Hunt met the Freeman family many years ago at Church where he was part of the praise team with Kelly. Over the years he also worked with Nate on various technical projects. Hunt served his local community as Commissioner and Mayor of The City of Belleair Bluffs where he repaired relationships, improved partnerships and was known as the voice of reason. With over twenty years of experience as a senior technology leader he was honored to join the TDP team to help with online messaging and support systems to support our mission to educate physicians, patients and communities about dysautonomia.
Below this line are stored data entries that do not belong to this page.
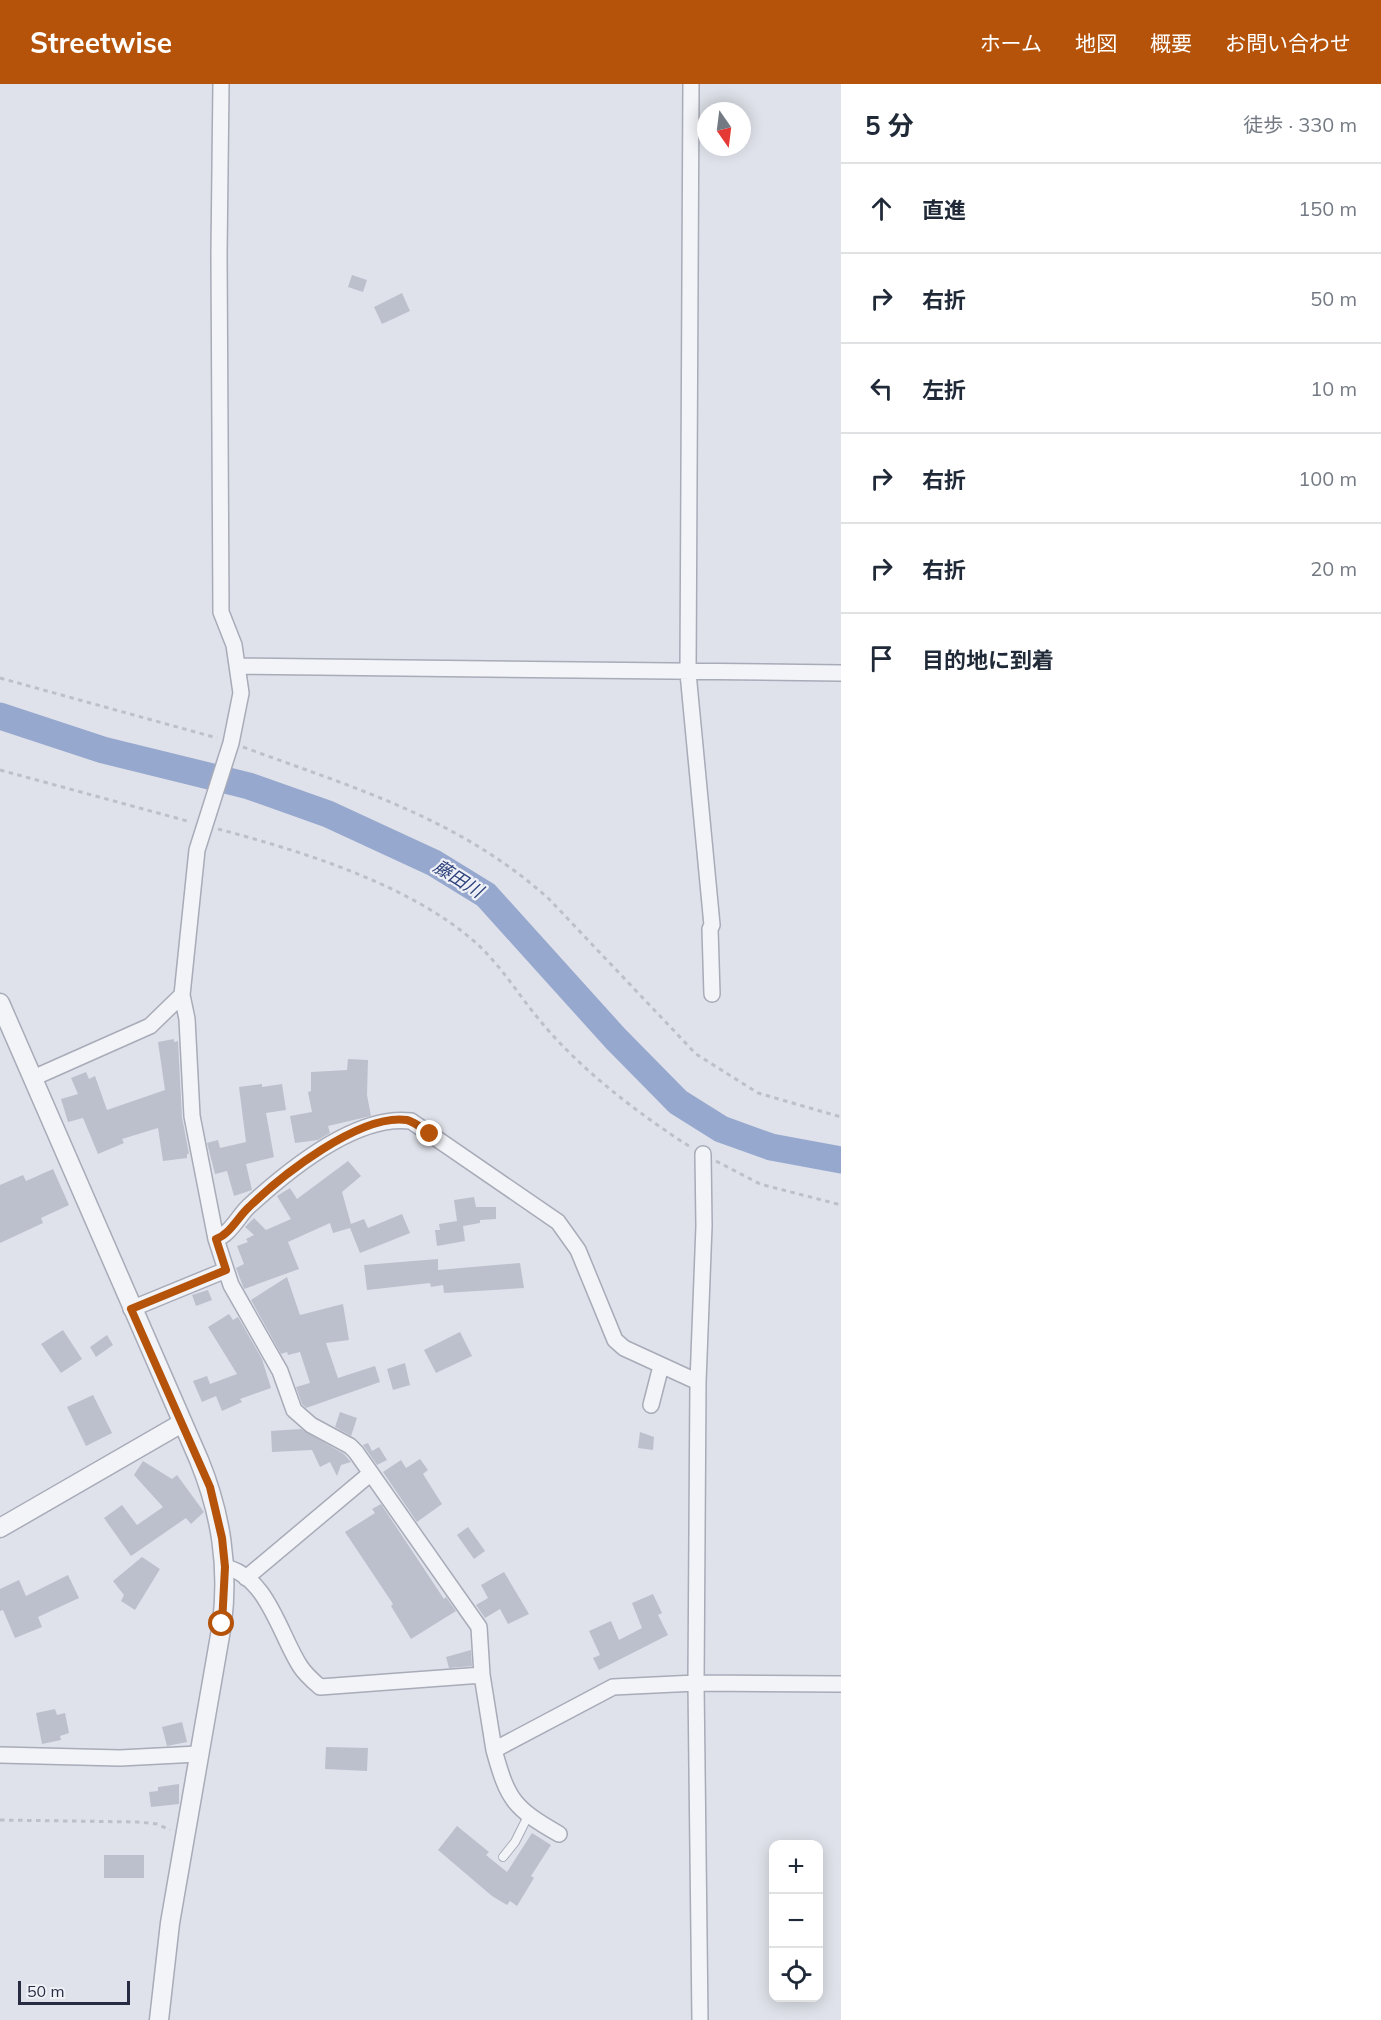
<!DOCTYPE html>
<html lang="ja">
<meta charset="utf-8">
<style>
:root{--surface:#fff;--page:#f6f6f7;--text:#1f2937;--muted:#747a83;--line:#e0e1e3;--accent:#b45309}
body{margin:0;font-family:Mulish,"Noto Sans JP",sans-serif;background:var(--page);color:var(--text)}
.controls{position:absolute;right:18px;bottom:18px;display:grid;overflow:hidden;border-radius:12px;box-shadow:0 3px 15px #0003}
.controls button{width:54px;height:54px;display:grid;place-items:center;padding:0;border:0;border-bottom:2px solid var(--line);background:var(--surface);color:var(--text);font:30px sans-serif}
.compass{position:absolute;left:697px;top:18px;width:54px;height:54px;border-radius:50%;background:var(--surface);box-shadow:0 3px 15px #0003;rotate:166deg}
.scale{position:absolute;left:18px;bottom:15px;width:112px;box-sizing:border-box;padding-left:6px;border:3px solid #272c43;border-top:0;font-size:16px;line-height:21px;white-space:nowrap;color:#272c43;-webkit-text-stroke:4px #eff1f7;paint-order:stroke}
.stop{position:absolute;width:18px;height:18px;margin:-14px;border:4px solid #b45309;border-radius:50%;background:#fff}
.stop.end{background:#b45309;border-color:#fff;box-shadow:0 2px 6px #0008}
.list{margin:0;padding:0;list-style:none}
h2{display:flex;justify-content:space-between;align-items:center;height:78px;margin:0;padding:0 24px;font-size:26px}
h2 small{font-size:20px;font-weight:400;color:var(--muted)}
.list li{display:grid;grid-template-columns:39px 1fr auto;gap:18px;align-items:center;box-sizing:border-box;height:90px;padding:0 24px;border-top:2px solid var(--line)}
.list b{display:block;font-size:22px;white-space:nowrap}
.list em{font-size:20px;font-style:normal;color:var(--muted)}
.icon{flex:none;width:33px;height:33px;fill:none;stroke:currentColor;stroke-width:2;stroke-linecap:round;stroke-linejoin:round}
.map{position:relative;flex:none;width:841px;height:1936px;overflow:hidden}
header{display:flex;align-items:center;gap:36px;box-sizing:border-box;height:84px;padding:0 30px;background:var(--accent);color:#fff}
header strong{font-size:28px}
nav{display:flex;gap:33px;margin-inline-start:auto;font-size:21px}
main{display:flex}
aside{flex:1;background:var(--surface)}
.map>svg:first-child{display:block}
</style>
<header>
<strong>Streetwise</strong>
<nav><a>ホーム</a><a>地図</a><a>概要</a><a>お問い合わせ</a></nav>
</header>
<main>
<div class="map">
<svg width="841" height="1936" viewBox="0 0 841 1936">
<rect width="100%" height="100%" fill="#dfe2ea"/>
<g fill="none" stroke-linecap="round" stroke-linejoin="round">
<path stroke="#97a8ce" stroke-width="27" d="M 0,632 L 103,666 L 249,702 L 328,730 L 434,779 L 486,811 L 615,954 L 678,1018 L 721,1045 L 771,1063 L 841,1076"/>
</g>
<path fill="#bcc0cd" d="M 352,191 L 367,196 L 363,208 L 348,203 Z
M 402,209 L 410,227 L 382,240 L 374,223 Z
M 174,955 L 174,958 L 178,957 L 182,1033 L 189,1070 L 187,1070 L 187,1074 L 163,1077 L 158,1044 L 122,1055 L 124,1059 L 98,1070 L 83,1034 L 68,1038 L 61,1015 L 78,1010 L 71,994 L 86,988 L 89,995 L 95,992 L 107,1026 L 165,1006 L 158,958 Z
M 348,975 L 368,976 L 367,1011 L 371,1032 L 328,1042 L 330,1049 L 318,1056 L 295,1059 L 290,1032 L 312,1028 L 308,1008 L 311,1007 L 311,988 L 347,986 Z
M 262,1000 L 262,1003 L 282,1000 L 286,1026 L 266,1029 L 274,1073 L 246,1080 L 252,1106 L 234,1112 L 227,1087 L 215,1090 L 207,1059 L 218,1056 L 220,1064 L 246,1058 L 239,1003 Z
M 348,1077 L 361,1092 L 342,1108 L 351,1140 L 364,1135 L 368,1144 L 402,1130 L 410,1149 L 360,1169 L 350,1144 L 333,1149 L 330,1139 L 288,1158 L 299,1185 L 244,1205 L 236,1184 L 244,1180 L 237,1162 L 248,1158 L 246,1155 L 254,1151 L 245,1143 L 254,1134 L 266,1146 L 291,1135 L 277,1112 L 290,1104 L 297,1115 Z
M 53,1085 L 69,1121 L 41,1134 L 43,1139 L 0,1159 L 0,1101 L 23,1091 L 26,1097 Z
M 474,1113 L 476,1123 L 496,1123 L 496,1135 L 480,1136 L 480,1139 L 463,1142 L 465,1157 L 437,1162 L 435,1146 L 440,1146 L 439,1140 L 457,1137 L 454,1116 Z
M 438,1175 L 438,1186 L 520,1179 L 524,1204 L 444,1209 L 443,1201 L 431,1203 L 430,1199 L 367,1206 L 364,1181 Z
M 287,1193 L 300,1231 L 343,1220 L 349,1256 L 326,1259 L 338,1294 L 375,1282 L 380,1298 L 306,1324 L 302,1320 L 296,1303 L 310,1299 L 300,1268 L 288,1271 L 287,1268 L 281,1270 L 251,1216 Z
M 208,1206 L 212,1216 L 196,1222 L 192,1211 Z
M 229,1230 L 233,1236 L 238,1233 L 262,1275 L 271,1304 L 240,1315 L 242,1318 L 222,1327 L 216,1312 L 202,1318 L 193,1297 L 207,1292 L 210,1300 L 237,1290 L 208,1243 Z
M 63,1246 L 82,1275 L 61,1289 L 41,1260 Z
M 460,1248 L 472,1272 L 436,1289 L 424,1266 Z
M 107,1251 L 113,1261 L 96,1273 L 90,1263 Z
M 405,1279 L 410,1301 L 393,1306 L 387,1285 Z
M 93,1311 L 112,1349 L 86,1362 L 67,1323 Z
M 340,1328 L 357,1334 L 351,1352 L 335,1343 Z
M 301,1345 L 344,1370 L 351,1378 L 341,1381 L 337,1392 L 330,1378 L 320,1383 L 312,1366 L 272,1368 L 271,1347 Z
M 640,1348 L 654,1353 L 653,1366 L 638,1364 Z
M 368,1359 L 372,1367 L 379,1363 L 387,1376 L 377,1381 L 363,1361 Z
M 420,1375 L 428,1386 L 423,1390 L 442,1420 L 417,1438 L 383,1388 L 401,1376 L 406,1384 Z
M 143,1377 L 172,1395 L 177,1391 L 204,1428 L 191,1440 L 186,1434 L 131,1472 L 104,1434 L 122,1421 L 137,1441 L 163,1423 L 134,1391 Z
M 381,1420 L 444,1515 L 446,1513 L 456,1527 L 411,1555 L 391,1522 L 393,1520 L 345,1448 L 375,1429 L 372,1425 Z
M 468,1443 L 485,1467 L 474,1475 L 457,1451 Z
M 142,1473 L 160,1485 L 135,1526 L 121,1517 L 124,1511 L 113,1497 Z
M 504,1488 L 529,1530 L 508,1540 L 500,1525 L 485,1534 L 476,1521 L 488,1514 L 481,1501 Z
M 68,1491 L 79,1514 L 38,1533 L 42,1543 L 15,1554 L 3,1526 L 0,1527 L 0,1505 L 19,1496 L 26,1512 Z
M 653,1510 L 662,1529 L 658,1531 L 668,1551 L 599,1586 L 593,1574 L 600,1571 L 589,1547 L 611,1537 L 619,1556 L 642,1544 L 632,1519 Z
M 471,1566 L 472,1582 L 449,1584 L 446,1573 Z
M 55,1625 L 57,1631 L 65,1629 L 69,1649 L 60,1652 L 61,1656 L 42,1660 L 36,1629 Z
M 182,1638 L 187,1658 L 167,1662 L 162,1643 Z
M 326,1663 L 368,1664 L 367,1687 L 325,1685 Z
M 179,1700 L 179,1720 L 151,1723 L 149,1708 L 158,1707 L 158,1703 Z
M 457,1742 L 489,1768 L 486,1771 L 507,1788 L 532,1749 L 551,1761 L 531,1792 L 534,1794 L 517,1822 L 510,1817 L 507,1821 L 492,1812 L 438,1766 Z
M 104,1771 L 144,1771 L 144,1794 L 104,1794 Z"/>
<g fill="none" stroke-linecap="round" stroke-linejoin="round">
<defs>
<path id="service" d="M 503,1773 L 515,1758 L 528,1732"/>
<path id="minor" d="M 221,0 L 219,170 L 221,528 L 234,561 L 241,609 L 231,659 L 197,766 L 182,911 L 187,935 L 192,1032 L 216,1155 L 231,1201 L 280,1287 L 294,1326 L 311,1341 L 350,1362 L 356,1368 L 479,1543 L 482,1591 L 494,1666 L 613,1603 L 696,1599 L 841,1600
M 691,0 L 688,589 L 712,841 L 710,845 L 712,910
M 239,582 L 841,589
M 33,994 L 150,942 L 182,911
M 216,1155 C 230,1150 238,1133 248,1123 C 287,1087 356,1030 411,1037 L 558,1138 L 578,1166 L 615,1256 L 624,1264 L 698,1298
M 131,1225 L 226,1186
M 651,1321 L 661,1282
M 225,1483 C 267,1492 280,1551 300,1582 C 305,1590 313,1597 320,1603 L 482,1591
M 246,1494 L 371,1389
M 494,1666 C 508,1717 514,1724 559,1750
M 0,1671 L 120,1674 L 198,1670
M 700,1936 L 696,1599 L 698,1298 L 704,1142 L 703,1070"/>
<path id="tertiary" d="M 0,919 L 199,1376 C 221,1430 229,1482 222,1540 L 170,1839 L 159,1936
M 0,1444 L 182,1339"/>
</defs>
<use href="#service" stroke="#a8abb8" stroke-width="10"/>
<use href="#minor" stroke="#a8abb8" stroke-width="18"/>
<use href="#tertiary" stroke="#a8abb8" stroke-width="21"/>
<path stroke="#bec0c9" stroke-width="3" stroke-dasharray="4.5 4.5" stroke-linecap="butt" d="M 0,594 L 217,654
M 243,663 C 354,704 459,734 549,815 L 696,970 L 758,1009 L 841,1033
M 0,686 L 191,738
M 218,745 C 301,767 409,800 475,858 C 501,881 519,912 542,939 C 582,987 640,1031 692,1064
M 716,1077 L 760,1100 L 841,1121
M 0,1736 L 138,1738 L 157,1740 L 170,1746"/>
<use href="#service" stroke="#f3f4f8" stroke-width="8"/>
<use href="#minor" stroke="#f3f4f8" stroke-width="15"/>
<use href="#tertiary" stroke="#f3f4f8" stroke-width="18"/>
</g>
<g fill="none" stroke-linecap="round" stroke-linejoin="round">
<path stroke="#b45309" stroke-width="8" d="M 222,1540 L 225,1483 L 222,1454 L 210,1403 L 131,1225 L 226,1186 L 216,1155 C 230,1150 238,1133 249,1123 C 281,1092 360,1029 407,1036 C 415,1038 423,1045 430,1050"/>
</g>
<g text-anchor="middle" stroke-width="4.5" stroke-linejoin="round" paint-order="stroke">
<g font-size="18" font-style="italic" fill="#2d427b" stroke="#eff1f7">
<text transform="translate(458 795) rotate(32)" y="6">藤田川</text>
</g>
</g>
</svg>
<div class="controls">
<button>+</button>
<button>−</button>
<button><svg class="icon" aria-label="locate" viewBox="0 0 24 24"><circle cx="12" cy="12" r="6"/><path d="M12 2v4M12 18v4M2 12h4M18 12h4"/></svg></button>
</div>
<svg class="compass" viewBox="-18 -18 36 36"><path d="M0-13l5 13h-10z" fill="#e53935"/><path d="M0 13l5-13h-10z" fill="#747a83"/></svg>
<div class="scale">50 m</div>
<div class="stop" style="left:222px;top:1540px"></div>
<div class="stop end" style="left:430px;top:1050px"></div>
</div>
<aside>
<h2>5 分<small>徒歩 · 330 m</small></h2>
<ul class="list">
<li><svg class="icon" aria-label="ahead" viewBox="0 0 24 24"><path d="M12 20V5M6 11l6-6 6 6"/></svg><div><b>直進</b></div><em>150 m</em></li>
<li><svg class="icon" aria-label="right" viewBox="0 0 24 24"><path d="M7 20v-9h11M14 6l5 5-5 5"/></svg><div><b>右折</b></div><em>50 m</em></li>
<li><svg class="icon" aria-label="left" viewBox="0 0 24 24"><path d="M17 20v-9H6M10 6l-5 5 5 5"/></svg><div><b>左折</b></div><em>10 m</em></li>
<li><svg class="icon" aria-label="right" viewBox="0 0 24 24"><path d="M7 20v-9h11M14 6l5 5-5 5"/></svg><div><b>右折</b></div><em>100 m</em></li>
<li><svg class="icon" aria-label="right" viewBox="0 0 24 24"><path d="M7 20v-9h11M14 6l5 5-5 5"/></svg><div><b>右折</b></div><em>20 m</em></li>
<li><svg class="icon" aria-label="arrive" viewBox="0 0 24 24"><path d="M6 21V4h12l-3 4 3 4H6"/></svg><div><b>目的地に到着</b></div></li>
</ul>
</aside>
</main>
Cheryl Faber, Liaison to the Board
Cheryl became involved with The Dysautonomia Project in 2015 while a part-time employee at Network People, Nate and Kelly's Information Technology company. As Kelly's health continued to decline and The Dysautonomia Project continued to gain momentum, the board realized the nonprofit needed administrative support to manage the growing organization. To this day, Cheryl continues to work for Network People and also provides administrative and bookkeeping oversite for TDP. Over the years, she has gained an awareness of how life-altering dysautonomia symptoms can be, how much patients struggle and feel helpless, and why education is so critical. Cheryl is deeply passionate about helping fulfill TDP's mission to educate physicians, patients and the community about dysautonomia, and is personally involved in taking this education into local school districts. She has witnessed first-hand the impact that dysautonomia has had on her precious friend Kelly, and on many other patients she has been blessed to meet. As a result, Cheryl is deeply committed to TDP and helping the organization do whatever it takes to provide hope to those who suffer from autonomic nervous system disorders.